Ahli Waris Tjintjing Karaeng Lengkese Menang di PN, Soal Sengketa Tanah Samping Gedung Juang 45 Alauddin

0
116

MAKASSAR — Perusahaan Kumala Cemerlang Estate kalah di Pengadilan Negeri (PN) Makassar menghadapi permohonan praperadilan dari ahli waris Tjintjing Karaeng Lengkese, Rabu (29/3/2017).

Diketahui, pimpinan perusahaan Kumala Cemerlang Estate melaporkan ahli waris Tjintjing Karaeng Lengkese ke Polda Sulsel terkait dugaan pemalsuan dokumen dalam perkara sengketa tanah yang terletak di Jl Sultan Alaudin Makassar, tepatnya di samping Gedung Juang 45 Makassar dengan luas sekitar 4,5 hektare.

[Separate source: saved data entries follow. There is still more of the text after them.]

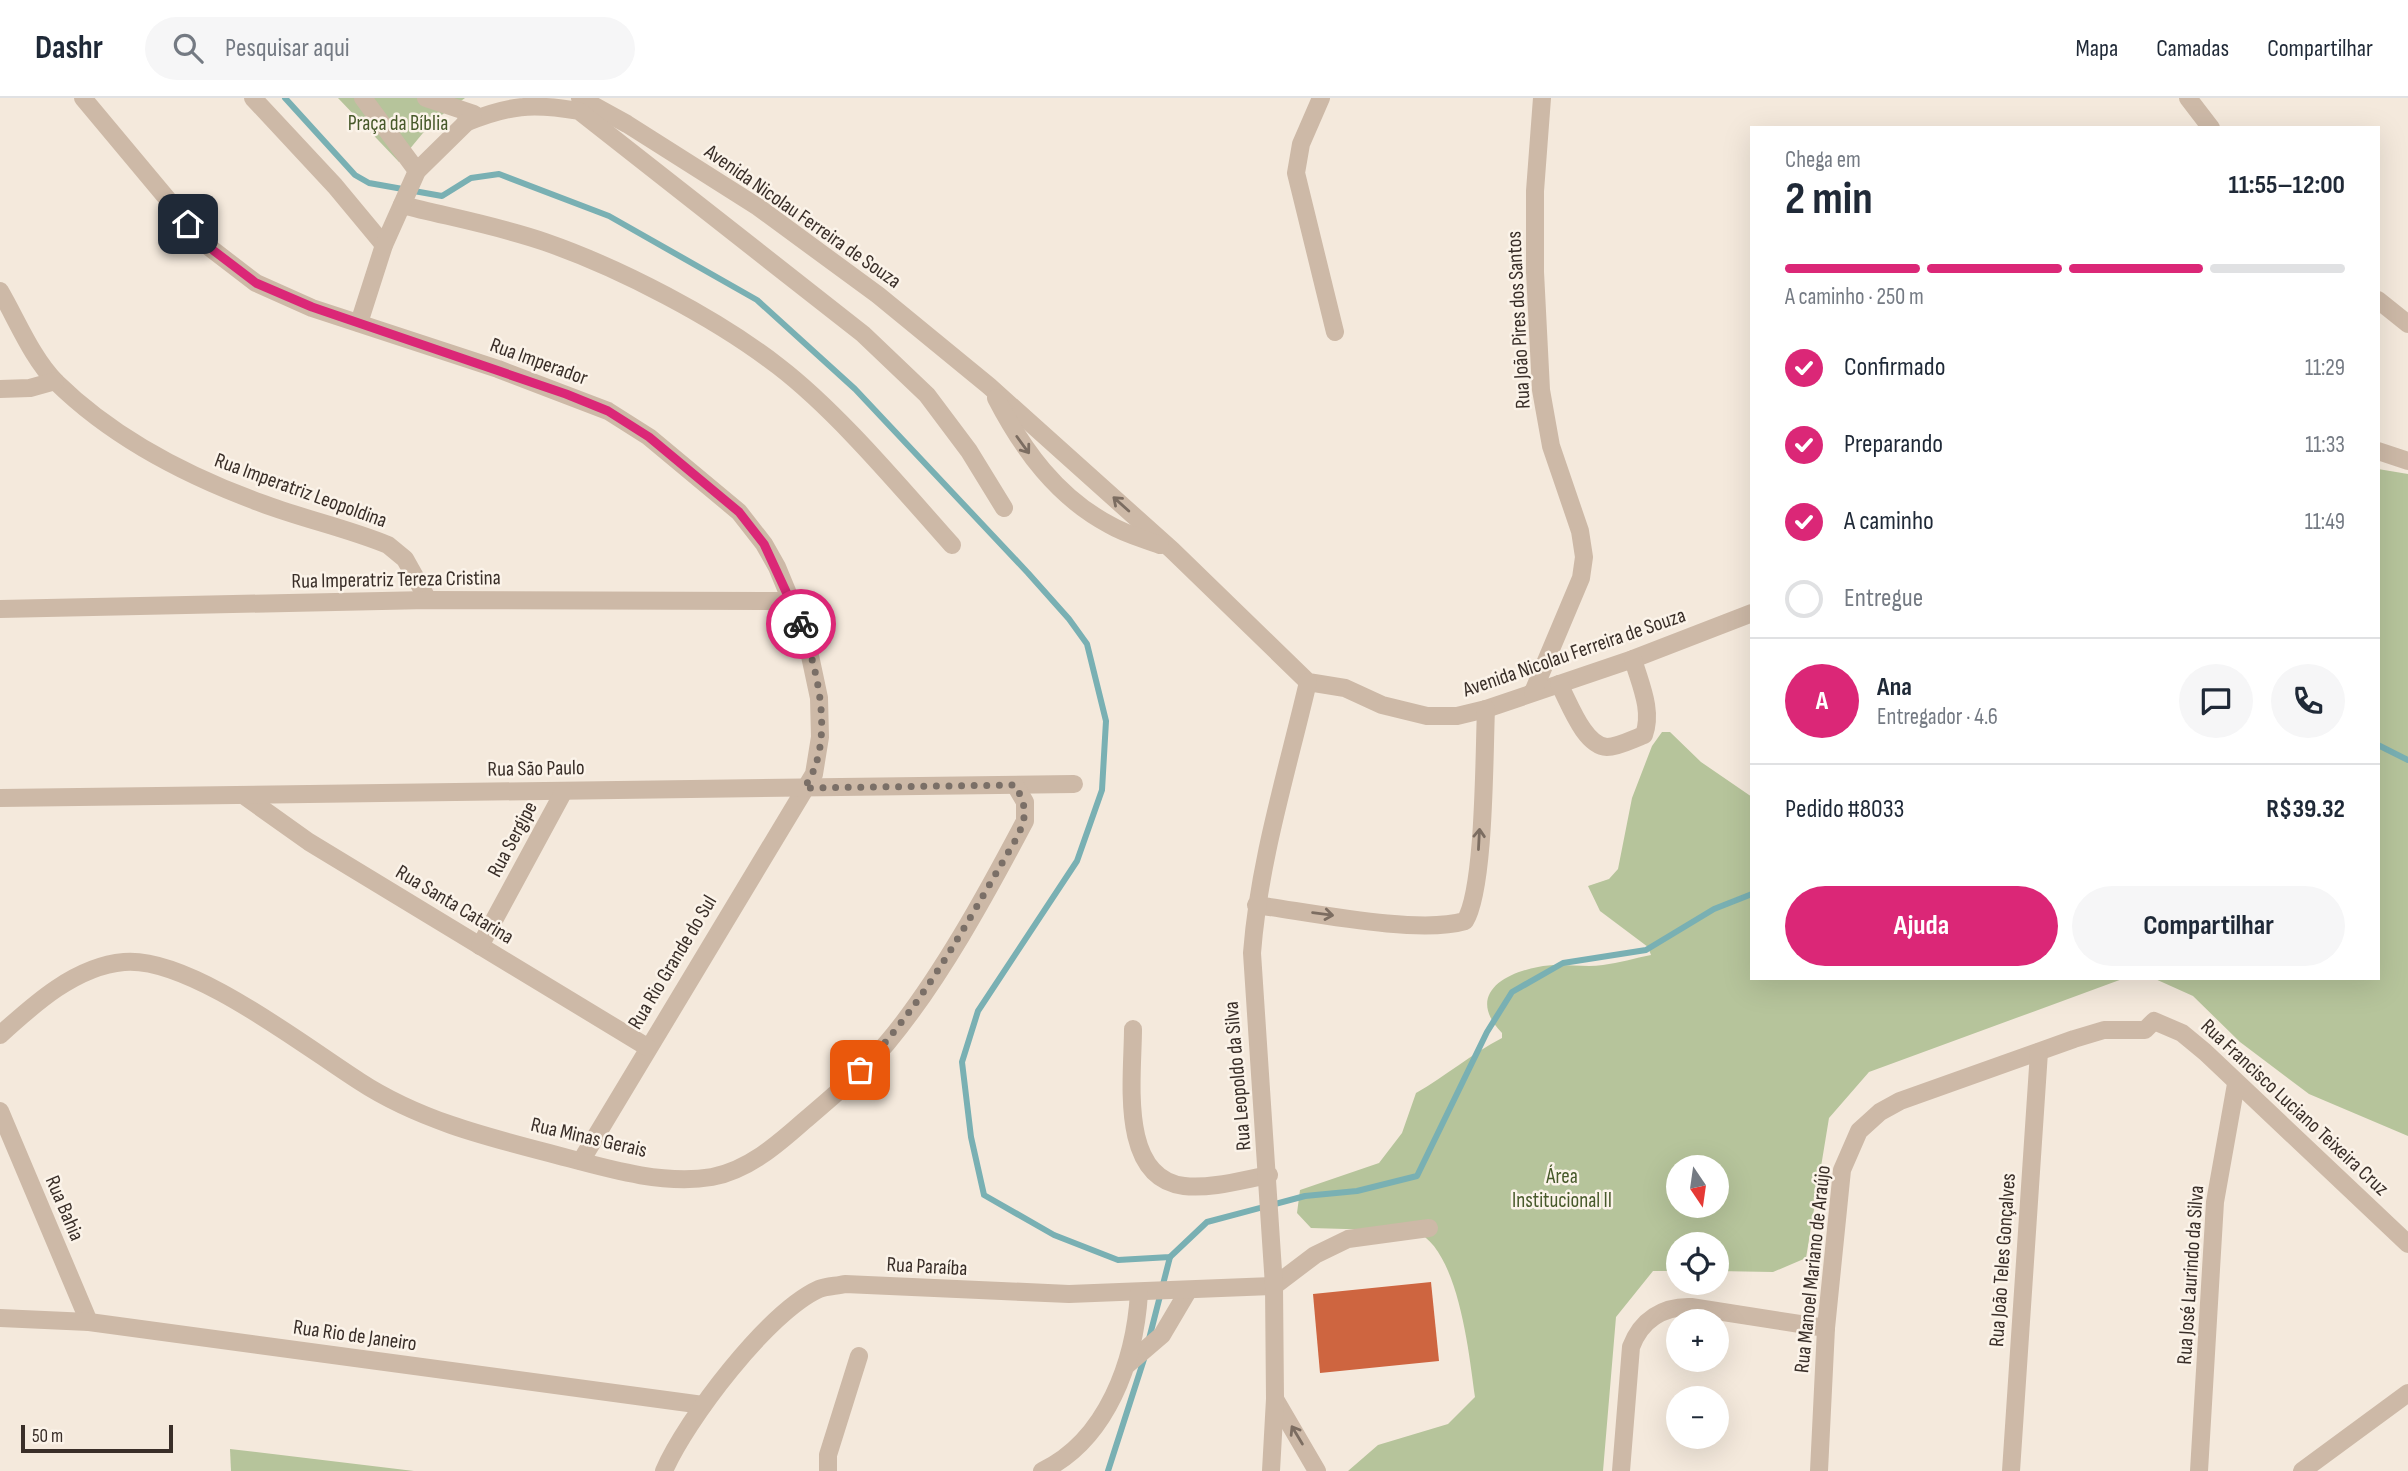 <!DOCTYPE html>
<html lang="pt">
<meta charset="utf-8">
<style>
:root{--surface:#fff;--page:#f6f6f7;--text:#1f2937;--muted:#747a83;--line:#e0e1e3;--accent:#db2777}
body{margin:0;font-family:"Sofia Sans Condensed",sans-serif;background:var(--page);color:var(--text);height:100vh;display:flex;flex-direction:column;font-size:26px;white-space:nowrap}
*{box-sizing:border-box;margin:0}
p{font-size:23px;color:var(--muted)}
.icon{flex:none;width:38px;height:38px;fill:none;stroke:currentColor;stroke-width:2;stroke-linecap:round;stroke-linejoin:round}
.map{position:relative;flex:1;overflow:hidden}
.details{position:absolute;left:1750px;top:28px;width:630px;height:854px;display:flex;flex-direction:column;background:var(--surface);border-radius:0px;box-shadow:0 7px 28px #0002}
.details>*{flex:none}
.needle{width:46px;rotate:167deg}
.fabs{position:absolute;left:1666px;top:1057px;display:grid;gap:14px}
.fabs a{display:grid;place-items:center;width:63px;height:63px;border-radius:50%;background:var(--surface);box-shadow:0 7px 28px #0002;font-size:35px}
.scale{position:absolute;left:21px;bottom:18px;width:152px;box-sizing:border-box;padding-left:7px;border:4px solid #392e28;border-top:0;font-size:19px;line-height:24px;white-space:nowrap;color:#392e28;-webkit-text-stroke:5px #fbf3e9;paint-order:stroke}
.pin{position:absolute;display:grid;place-items:center;width:60px;height:60px;color:#fff;margin:-30px;border-radius:14px;box-shadow:0 4px 10px #0006}
.courier{position:absolute;display:grid;place-items:center;width:70px;height:70px;margin:-35px;border:5px solid #db2777;border-radius:50%;background:#fff;color:#222;box-shadow:0 2px 9px #0007}
.headline em{font-style:normal;font-weight:700}
.headline div{display:flex;flex-direction:column-reverse}
.headline{display:flex;align-items:center;justify-content:space-between;height:119px;padding:0 35px}
h1{font-size:46px;font-weight:700;line-height:52px}
.bar{display:grid;grid-template-columns:repeat(4,1fr);gap:10px 7px;align-content:center;height:84px;padding:0 35px}
.bar i{height:9px;border-radius:5px;background:var(--line)}
.bar .selected{background:var(--accent)}
.bar p{grid-column:span 4}
.line{display:flex;align-items:center;gap:18px;padding:0 35px;border-top:2px solid var(--line)}
.line div{flex:1}
.round{display:grid;place-items:center;flex:none;width:74px;height:74px;border-radius:37px;background:var(--page)}
ol{padding:0 35px;list-style:none}
li{display:flex;align-items:center;gap:21px;height:77px}
li p{margin-inline-start:auto}
li .icon{padding:7px;border-radius:50%;background:var(--accent);color:#fff;stroke-width:4}
li:last-child{color:var(--muted)}
li i{width:38px;height:38px;border:4px solid var(--line);border-radius:50%}
.primary-button{display:flex;gap:14px;margin-top:auto;padding:14px 35px}
.primary-button a{flex:1;height:80px;border-radius:42px;background:var(--accent);color:#fff;font-size:28px;font-weight:700;line-height:80px;text-align:center}
.primary-button a+a{background:var(--page);color:var(--text)}
header{display:flex;align-items:center;gap:42px;box-sizing:border-box;height:98px;padding:0 35px;background:var(--surface);border-bottom:2px solid var(--line)}
header strong{font-size:33px}
nav{display:flex;gap:38px;margin-inline-start:auto;font-size:24px}
.search{width:490px;height:63px;background:var(--page);display:flex;align-items:center;gap:18px;box-sizing:border-box;padding:0 24px;border-radius:38px;color:var(--muted);font-size:26px}
.map>svg:first-child{display:block}
.green{fill:#b6c49b;fill-rule:evenodd}
.lines{fill:none;stroke-linecap:round;stroke-linejoin:round}
.stream{stroke:#79b0b3;stroke-width:6}
.building{fill:#ce6540}
.minor{stroke:#cdb9a7;stroke-width:18}
.oneway{stroke:#7c6d61}
.done{stroke:#7a6f67;stroke-width:7;stroke-dasharray:0 12.6}
.route{stroke:#db2777;stroke-width:9}
.labels{text-anchor:middle;stroke-width:5;stroke-linejoin:round;paint-order:stroke}
.park-label{font-size:21px;fill:#47592a;stroke:#fbf3e9}
.street-label{font-size:21px;fill:#392e28;stroke:#fbf3e9}
</style>
<header>
<strong>Dashr</strong>
<div class="search"><svg class="icon" aria-label="search" viewBox="0 0 24 24"><circle cx="10" cy="10" r="6"/><path d="M15 15l6 6"/></svg>Pesquisar aqui</div>
<nav><a>Mapa</a><a>Camadas</a><a>Compartilhar</a></nav>
</header>
<div class="map">
<svg width="2408" height="1373" viewBox="0 0 2408 1373">
<rect width="100%" height="100%" fill="#f4e9dc"/>
<g class="green">
<polygon points="338,0 465,0 432,24 399,64"/>
<polygon points="2378,371 2408,376 2408,1038 2309,996 2240,944 2193,898 2153,880 2378,880"/>
<path d="M 1662,634 L 1670,634 L 1701,664 L 1752,699 L 1752,880 L 2125,880 L 1869,974 L 1829,1020 L 1806,1160 L 1773,1174 L 1717,1173 L 1717,1146 L 1678,1146 L 1678,1173 L 1653,1173 L 1616,1219 L 1603,1373 L 1348,1373 L 1378,1347 L 1448,1326 L 1475,1299 C 1469,1257 1459,1151 1415,1133 L 1311,1130 L 1297,1115 L 1300,1092 L 1379,1065 L 1402,1035 L 1416,995 C 1446,978 1471,956 1502,940 L 1502,935 C 1467,899 1500,876 1538,869 C 1559,864 1582,870 1603,867 C 1619,865 1635,860 1651,857 L 1648,849 L 1600,813 L 1588,788 L 1609,781 L 1618,771 L 1632,700 L 1652,648 ZM 1678,1069 L 1717,1069 L 1717,1108 L 1678,1108 Z"/>
<polygon points="230,1351 414,1373 231,1373"/>
</g>
<g class="lines">
<g class="stream">
<polyline points="285,0 355,77 369,85 442,98 471,80 499,76 609,118 757,202 855,291 1028,475 1069,521 1087,546 1106,623 1102,692 1077,763 978,913 962,964 971,1039 984,1097 1054,1137 1118,1162 1170,1159 1207,1124 1305,1098 1357,1093 1417,1078 1487,934 1512,894 1563,865 1646,852 1714,811 1752,796"/>
<polyline points="2378,647 2408,662"/>
<polyline points="1149,1241 1170,1159"/>
<polyline points="1108,1373 1145,1258"/>
</g>
</g>
<polygon class="building" points="1431,1184 1439,1263 1320,1275 1313,1196"/>
<g class="lines">
<g class="minor">
<polyline points="83,0 205,146 256,185 312,210 498,271 608,313 649,339 739,414 764,446 777,469 806,539 819,600 820,639 814,676 581,1063"/>
<polyline points="253,0 335,88 384,147"/>
<polyline points="363,0 417,73"/>
<polyline points="426,0 474,16"/>
<polyline points="580,0 627,26 758,109 878,197 989,288 1172,452 1308,584 1345,590 1382,607 1427,618 1457,618 1486,611 1633,561 1752,515"/>
<polyline points="1321,0 1301,46 1296,75 1335,234"/>
<polyline points="2188,0 2211,30"/>
<path d="M 465,25 C 509,7 532,5 579,13 L 863,236 L 927,297 L 969,353 L 1004,410"/>
<path d="M 402,107 C 449,119 499,128 545,144 C 620,170 716,220 778,268 C 838,314 901,390 952,447"/>
<path d="M 0,193 C 17,222 32,260 56,284 C 113,340 187,378 261,405 C 303,421 347,430 388,447 L 405,461 L 428,502"/>
<polyline points="2378,202 2408,226"/>
<polyline points="359,225 384,147 417,73 473,18"/>
<polyline points="0,291 30,290 55,283"/>
<path d="M 996,300 C 1023,352 1057,399 1110,427 C 1125,436 1144,441 1160,447"/>
<polyline points="2378,353 2408,363"/>
<polyline points="0,511 428,502 793,503"/>
<path d="M 1559,586 C 1569,604 1584,648 1607,649 C 1618,649 1633,641 1644,637 C 1653,612 1640,586 1633,561"/>
<polyline points="1533,594 1581,480 1584,459 1580,433 1551,348 1541,292 1535,174 1535,93 1542,0"/>
<polyline points="243,697 309,744 647,949"/>
<polyline points="0,700 1074,686"/>
<path d="M 1256,807 C 1309,814 1418,837 1465,823 C 1485,791 1484,656 1486,611"/>
<polyline points="480,848 564,693"/>
<path d="M 1133,931 C 1133,979 1118,1080 1184,1088 C 1211,1091 1242,1082 1269,1077"/>
<path d="M 0,937 C 34,906 76,868 124,864 C 189,858 304,948 359,983 C 417,1021 483,1038 549,1055 C 599,1068 660,1088 712,1079 C 748,1072 777,1047 804,1023 C 832,999 862,974 887,945 C 939,883 987,795 1025,723 L 1025,704 L 1015,687"/>
<polyline points="0,1013 89,1224"/>
<polyline points="0,1220 89,1224 703,1307"/>
<polyline points="1127,1267 1162,1237 1188,1193"/>
<polyline points="1275,1301 1317,1373"/>
<path d="M 664,1373 C 686,1322 768,1214 819,1191 C 827,1188 837,1188 845,1186 L 1069,1196 L 1274,1188 L 1315,1157 L 1348,1141 L 1429,1130"/>
<polyline points="828,1373 828,1357 859,1258"/>
<path d="M 1042,1373 C 1107,1342 1135,1263 1139,1195"/>
<path d="M 1271,1373 L 1275,1301 L 1274,1188 L 1252,855 C 1259,763 1287,674 1308,584"/>
<path d="M 1621,1373 L 1631,1249 C 1641,1222 1663,1208 1691,1209 L 1826,1230"/>
<polyline points="1819,1373 1826,1230 1842,1072 1859,1033 1880,1014 1900,1003 2074,941 2104,932 2145,932 2154,923 2182,935 2205,954 2408,1146"/>
<polyline points="2011,1373 2039,954"/>
<polyline points="2199,1373 2215,1104 2236,986"/>
<polyline points="2302,1373 2408,1295"/>
</g>
</g>
<defs><path id="oneway-shaft" d="M-6 0H5M1.5-3L5.5 0L1.5 3" fill="none" stroke-width="1.6" stroke-linecap="round" stroke-linejoin="round" transform="scale(1.75)"/></defs>
<g class="oneway">
<use href="#oneway-shaft" transform="translate(1023 347) rotate(54)"/>
<use href="#oneway-shaft" transform="translate(1121 406) rotate(-138)"/>
<use href="#oneway-shaft" transform="translate(1479 741) rotate(-87)"/>
<use href="#oneway-shaft" transform="translate(1323 816) rotate(7)"/>
<use href="#oneway-shaft" transform="translate(1297 1337) rotate(-121)"/>
</g>
<g class="lines">
<path class="done" d="M 801,526 C 818,574 836,645 804,690 L 1015,687 C 1028,710 1027,720 1015,743 C 968,822 925,906 860,972"/>
<polyline class="route" points="188,126 205,146 256,185 312,209 566,296 608,313 649,339 739,414 764,446 801,526"/>
</g>
<g class="labels">
<g class="park-label">
<text x="398" y="32">Praça da Bíblia</text>
<text x="1562" y="1085">Área<tspan x="1562" dy="24">Institucional II</tspan></text>
</g>
<g class="street-label">
<text transform="translate(803 118) rotate(35)" y="7">Avenida Nicolau Ferreira de Souza</text>
<text transform="translate(1518 222) rotate(-93)" y="7">Rua João Pires dos Santos</text>
<text transform="translate(539 263) rotate(20)" y="7">Rua Imperador</text>
<text transform="translate(301 392) rotate(20)" y="7">Rua Imperatriz Leopoldina</text>
<text transform="translate(396 481) rotate(-1)" y="7">Rua Imperatriz Tereza Cristina</text>
<text transform="translate(1574 554) rotate(-19)" y="7">Avenida Nicolau Ferreira de Souza</text>
<text transform="translate(536 670) rotate(-1)" y="7">Rua São Paulo</text>
<text transform="translate(512 741) rotate(-62)" y="7">Rua Sergipe</text>
<text transform="translate(455 806) rotate(31)" y="7">Rua Santa Catarina</text>
<text transform="translate(672 864) rotate(-59)" y="7">Rua Rio Grande do Sul</text>
<text transform="translate(1237 978) rotate(-95)" y="7">Rua Leopoldo da Silva</text>
<text transform="translate(2295 1009) rotate(43)" y="7">Rua Francisco Luciano Teixeira Cruz</text>
<text transform="translate(589 1039) rotate(13)" y="7">Rua Minas Gerais</text>
<text transform="translate(65 1110) rotate(67)" y="7">Rua Bahia</text>
<text transform="translate(2002 1162) rotate(-86)" y="7">Rua João Teles Gonçalves</text>
<text transform="translate(927 1168) rotate(3)" y="7">Rua Paraíba</text>
<text transform="translate(1812 1171) rotate(-84)" y="7">Rua Manoel Mariano de Araújo</text>
<text transform="translate(2190 1177) rotate(-86)" y="7">Rua José Laurindo da Silva</text>
<text transform="translate(355 1237) rotate(8)" y="7">Rua Rio de Janeiro</text>
</g>
</g>
</svg>
<div class="fabs">
<a><svg class="needle" viewBox="-14 -14 28 28"><path d="M0-13l5 13h-10z" fill="#e53935"/><path d="M0 13l5-13h-10z" fill="#747a83"/></svg></a>
<a><svg class="icon" aria-label="locate" viewBox="0 0 24 24"><circle cx="12" cy="12" r="6"/><path d="M12 2v4M12 18v4M2 12h4M18 12h4"/></svg></a>
<a>+</a>
<a>−</a>
</div>
<div class="scale">50 m</div>
<div class="pin" style="left:860px;top:972px;background:#ea580c"><svg class="icon" aria-label="bag" viewBox="0 0 24 24"><path d="M5 8h14l-1 12H6zM9 8a3 3 0 0 1 6 0"/></svg></div>
<div class="pin" style="left:188px;top:126px;background:#1f2937"><svg class="icon" aria-label="home" viewBox="0 0 24 24"><path d="M3 11l9-7 9 7M6 9v11h12V9"/></svg></div>
<div class="courier" style="left:801px;top:526px"><svg class="icon" aria-label="bike" viewBox="0 0 24 24"><circle cx="6" cy="16" r="4"/><circle cx="18" cy="16" r="4"/><path d="M6 16l4-8h5l3 8M10 8l3 8H6M13 5h3"/></svg></div>
<section class="details">
<div class="headline"><div><h1>2 min</h1><p>Chega em</p></div><em>11:55–12:00</em></div>
<div class="bar"><i class="selected"></i><i class="selected"></i><i class="selected"></i><i></i><p>A caminho · 250 m</p></div>
<ol>
<li><svg class="icon" aria-label="check" viewBox="0 0 24 24"><path d="M5 12l5 5 9-10"/></svg>Confirmado<p>11:29</p></li>
<li><svg class="icon" aria-label="check" viewBox="0 0 24 24"><path d="M5 12l5 5 9-10"/></svg>Preparando<p>11:33</p></li>
<li><svg class="icon" aria-label="check" viewBox="0 0 24 24"><path d="M5 12l5 5 9-10"/></svg>A caminho<p>11:49</p></li>
<li><i></i>Entregue</li>
</ol>
<div class="line" style="height:126px"><b class="round" style="background:var(--accent);color:#fff">A</b><div><b>Ana</b><p>Entregador · 4.6</p></div><a class="round"><svg class="icon" aria-label="chat" viewBox="0 0 24 24"><path d="M4 5h16v11H9l-5 4z"/></svg></a><a class="round"><svg class="icon" aria-label="phone" viewBox="0 0 24 24"><path d="M5 4h4l2 5-3 2q2 4 5 5l2-3 5 2v4C11 20 4 13 5 4z"/></svg></a></div>
<div class="line" style="height:91px"><div>Pedido #8033</div><b>R$39.32</b></div>
<div class="primary-button"><a>Ajuda</a><a>Compartilhar</a></div>
</section>
</div>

Permohonan praperadilan diajukan oleh penasehat hukum dari Dwipa Law Firm yang terdiri dari Irfan SH, Tirta Cakindra SH. MH, dan Jonathan Marpaung SH, mewakili para ahli waris yang terdiri dari Lieyanto Hendra, Abd Hakim dan Andi Itang Karaeng Runna.

Diketahui, ketiganya dilaporkan ke Ditreskrimum Polda Sulsel dengan sangkaan Pasal 263 subidair Pasal 266 KUHP yang teregister melalui LPB/751/XII/2015/SPKT tertanggal 3 Desember 2015.

Penasehat Hukum, Irfan SH menjelaskan, dalam proses pembuktian praperadilan, ternyata termohon praperadilan dalam hal ini penyidik Ditreskrimum Polda Sulsel yang diwakili oleh Kompol Syukri Abham, tidak mampu membuktikan mengenai pemalsuan dokumen.

“Tidak ada bukti forensik yang menjadi acuan adanya tindak pidana,” jelas Irfan.

Lebih lanjut dia menyebutkan, tidak adanya bukti forensik tersebut menjadi alasan dari hakim tunggal praperadilan pada Pengadilan Negeri Makassar, Kasianus Telambanua, mengabulkan permohonan praperadilan dengan amar putusan.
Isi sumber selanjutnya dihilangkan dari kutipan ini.